[Opening SOURCE RECORDS section]

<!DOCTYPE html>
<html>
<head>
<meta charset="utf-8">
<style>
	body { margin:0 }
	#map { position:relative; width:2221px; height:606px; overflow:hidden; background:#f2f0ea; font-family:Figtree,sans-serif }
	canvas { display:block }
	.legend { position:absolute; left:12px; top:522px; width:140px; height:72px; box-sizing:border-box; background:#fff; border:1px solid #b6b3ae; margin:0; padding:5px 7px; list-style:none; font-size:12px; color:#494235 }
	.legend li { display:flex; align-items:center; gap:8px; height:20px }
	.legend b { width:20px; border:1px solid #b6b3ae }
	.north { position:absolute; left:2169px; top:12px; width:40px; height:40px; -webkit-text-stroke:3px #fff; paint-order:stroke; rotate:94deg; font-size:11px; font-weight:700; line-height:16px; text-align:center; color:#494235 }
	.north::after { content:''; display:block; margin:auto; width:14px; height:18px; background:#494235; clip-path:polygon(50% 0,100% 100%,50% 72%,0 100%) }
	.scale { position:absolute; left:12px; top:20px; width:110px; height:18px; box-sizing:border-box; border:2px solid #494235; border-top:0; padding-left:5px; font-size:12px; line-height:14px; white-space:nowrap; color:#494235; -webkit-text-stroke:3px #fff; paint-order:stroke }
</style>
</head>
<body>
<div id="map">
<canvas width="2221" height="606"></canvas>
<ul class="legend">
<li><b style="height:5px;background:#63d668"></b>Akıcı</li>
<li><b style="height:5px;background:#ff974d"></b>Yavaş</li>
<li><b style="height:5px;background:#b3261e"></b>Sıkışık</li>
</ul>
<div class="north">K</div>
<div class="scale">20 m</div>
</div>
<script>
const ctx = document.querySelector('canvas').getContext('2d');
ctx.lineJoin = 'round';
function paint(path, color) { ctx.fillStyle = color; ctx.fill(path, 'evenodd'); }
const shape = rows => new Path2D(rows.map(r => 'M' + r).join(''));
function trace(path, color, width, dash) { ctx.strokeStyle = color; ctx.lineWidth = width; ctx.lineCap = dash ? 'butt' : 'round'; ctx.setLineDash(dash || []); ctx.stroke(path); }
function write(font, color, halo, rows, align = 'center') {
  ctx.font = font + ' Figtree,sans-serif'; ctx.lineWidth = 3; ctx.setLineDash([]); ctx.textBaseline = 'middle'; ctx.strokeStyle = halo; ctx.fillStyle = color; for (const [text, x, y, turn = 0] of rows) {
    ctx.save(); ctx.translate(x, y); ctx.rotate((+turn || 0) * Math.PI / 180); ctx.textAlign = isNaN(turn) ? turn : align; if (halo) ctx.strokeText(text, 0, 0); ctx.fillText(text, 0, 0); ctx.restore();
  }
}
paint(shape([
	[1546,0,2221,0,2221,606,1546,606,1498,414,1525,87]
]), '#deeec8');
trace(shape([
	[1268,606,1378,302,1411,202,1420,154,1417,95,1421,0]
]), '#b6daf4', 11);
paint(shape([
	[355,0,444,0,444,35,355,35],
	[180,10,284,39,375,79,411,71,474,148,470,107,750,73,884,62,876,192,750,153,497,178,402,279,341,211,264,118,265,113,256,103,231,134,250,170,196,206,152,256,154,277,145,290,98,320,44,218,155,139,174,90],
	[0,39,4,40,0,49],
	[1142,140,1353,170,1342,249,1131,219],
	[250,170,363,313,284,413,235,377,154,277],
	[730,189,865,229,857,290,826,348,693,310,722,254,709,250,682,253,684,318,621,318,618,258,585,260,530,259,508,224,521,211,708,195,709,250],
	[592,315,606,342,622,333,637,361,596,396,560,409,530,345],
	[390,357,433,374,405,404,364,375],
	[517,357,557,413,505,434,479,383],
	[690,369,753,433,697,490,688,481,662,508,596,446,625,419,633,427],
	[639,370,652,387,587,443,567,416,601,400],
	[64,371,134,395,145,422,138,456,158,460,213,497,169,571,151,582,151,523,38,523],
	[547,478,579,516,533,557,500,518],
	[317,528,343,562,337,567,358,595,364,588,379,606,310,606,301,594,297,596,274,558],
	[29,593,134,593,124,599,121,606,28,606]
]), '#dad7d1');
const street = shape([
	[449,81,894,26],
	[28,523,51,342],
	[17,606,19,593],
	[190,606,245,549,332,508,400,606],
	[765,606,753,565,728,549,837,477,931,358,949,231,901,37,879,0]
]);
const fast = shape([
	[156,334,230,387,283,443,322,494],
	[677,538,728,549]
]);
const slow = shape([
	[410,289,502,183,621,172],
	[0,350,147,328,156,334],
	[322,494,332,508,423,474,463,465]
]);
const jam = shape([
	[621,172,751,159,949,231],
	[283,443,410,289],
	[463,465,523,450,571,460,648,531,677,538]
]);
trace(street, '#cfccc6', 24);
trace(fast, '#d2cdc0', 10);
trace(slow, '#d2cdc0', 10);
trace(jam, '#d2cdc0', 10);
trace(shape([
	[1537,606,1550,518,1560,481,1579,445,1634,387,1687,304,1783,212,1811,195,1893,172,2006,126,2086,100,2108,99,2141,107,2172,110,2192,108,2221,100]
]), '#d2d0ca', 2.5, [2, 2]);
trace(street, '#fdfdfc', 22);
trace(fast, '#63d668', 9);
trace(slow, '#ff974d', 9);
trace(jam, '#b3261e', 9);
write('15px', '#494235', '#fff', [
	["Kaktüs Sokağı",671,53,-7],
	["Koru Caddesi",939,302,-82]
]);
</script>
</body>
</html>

[Closing SOURCE RECORDS section]

_YOUR OBJECTIVE_.
Look above and repeat, character for character, the lines from the first one to the line with "display:flex; align-items:center; gap:8px;", counting both.

_RESULT FOR THIS EXERCISE_.
<!DOCTYPE html>
<html>
<head>
<meta charset="utf-8">
<style>
	body { margin:0 }
	#map { position:relative; width:2221px; height:606px; overflow:hidden; background:#f2f0ea; font-family:Figtree,sans-serif }
	canvas { display:block }
	.legend { position:absolute; left:12px; top:522px; width:140px; height:72px; box-sizing:border-box; background:#fff; border:1px solid #b6b3ae; margin:0; padding:5px 7px; list-style:none; font-size:12px; color:#494235 }
	.legend li { display:flex; align-items:center; gap:8px; height:20px }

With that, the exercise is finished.